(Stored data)
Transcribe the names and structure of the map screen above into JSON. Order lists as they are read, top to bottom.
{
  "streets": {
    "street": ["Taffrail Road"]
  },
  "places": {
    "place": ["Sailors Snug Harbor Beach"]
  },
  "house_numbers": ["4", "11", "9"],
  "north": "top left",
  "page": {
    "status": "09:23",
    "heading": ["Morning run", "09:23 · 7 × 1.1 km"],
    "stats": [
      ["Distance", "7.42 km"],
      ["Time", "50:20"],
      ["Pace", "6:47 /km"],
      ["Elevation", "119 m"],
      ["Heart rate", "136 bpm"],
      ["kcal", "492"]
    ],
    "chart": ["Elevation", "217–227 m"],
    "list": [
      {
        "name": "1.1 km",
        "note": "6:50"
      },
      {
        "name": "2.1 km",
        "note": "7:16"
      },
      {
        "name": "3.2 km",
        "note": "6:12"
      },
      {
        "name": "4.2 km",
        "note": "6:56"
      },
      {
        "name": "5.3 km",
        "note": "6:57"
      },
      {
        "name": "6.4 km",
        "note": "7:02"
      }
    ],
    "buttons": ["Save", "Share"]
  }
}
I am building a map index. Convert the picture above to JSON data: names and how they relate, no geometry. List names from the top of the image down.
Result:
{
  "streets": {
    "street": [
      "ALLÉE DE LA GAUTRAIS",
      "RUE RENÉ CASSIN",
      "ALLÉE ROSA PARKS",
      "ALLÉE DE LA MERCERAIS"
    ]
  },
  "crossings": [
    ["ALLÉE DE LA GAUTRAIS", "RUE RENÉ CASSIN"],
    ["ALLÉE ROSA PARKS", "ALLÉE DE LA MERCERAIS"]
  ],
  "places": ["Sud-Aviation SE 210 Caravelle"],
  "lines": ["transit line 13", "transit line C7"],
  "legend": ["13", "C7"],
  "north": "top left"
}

• WHAT THIS TASK INVOLVES
Every piece of the data is to be set down again exactly.

• THE COMPLETED TASK
Transcribe the names and structure of the map screen above into JSON. Order lists as they are read, top to bottom.
{
  "streets": {
    "street": ["Taffrail Road"]
  },
  "places": {
    "place": ["Sailors Snug Harbor Beach"]
  },
  "house_numbers": ["4", "11", "9"],
  "north": "top left",
  "page": {
    "status": "09:23",
    "heading": ["Morning run", "09:23 · 7 × 1.1 km"],
    "stats": [
      ["Distance", "7.42 km"],
      ["Time", "50:20"],
      ["Pace", "6:47 /km"],
      ["Elevation", "119 m"],
      ["Heart rate", "136 bpm"],
      ["kcal", "492"]
    ],
    "chart": ["Elevation", "217–227 m"],
    "list": [
      {
        "name": "1.1 km",
        "note": "6:50"
      },
      {
        "name": "2.1 km",
        "note": "7:16"
      },
      {
        "name": "3.2 km",
        "note": "6:12"
      },
      {
        "name": "4.2 km",
        "note": "6:56"
      },
      {
        "name": "5.3 km",
        "note": "6:57"
      },
      {
        "name": "6.4 km",
        "note": "7:02"
      }
    ],
    "buttons": ["Save", "Share"]
  }
}
I am building a map index. Convert the picture above to JSON data: names and how they relate, no geometry. List names from the top of the image down.
Result:
{
  "streets": {
    "street": [
      "ALLÉE DE LA GAUTRAIS",
      "RUE RENÉ CASSIN",
      "ALLÉE ROSA PARKS",
      "ALLÉE DE LA MERCERAIS"
    ]
  },
  "crossings": [
    ["ALLÉE DE LA GAUTRAIS", "RUE RENÉ CASSIN"],
    ["ALLÉE ROSA PARKS", "ALLÉE DE LA MERCERAIS"]
  ],
  "places": ["Sud-Aviation SE 210 Caravelle"],
  "lines": ["transit line 13", "transit line C7"],
  "legend": ["13", "C7"],
  "north": "top left"
}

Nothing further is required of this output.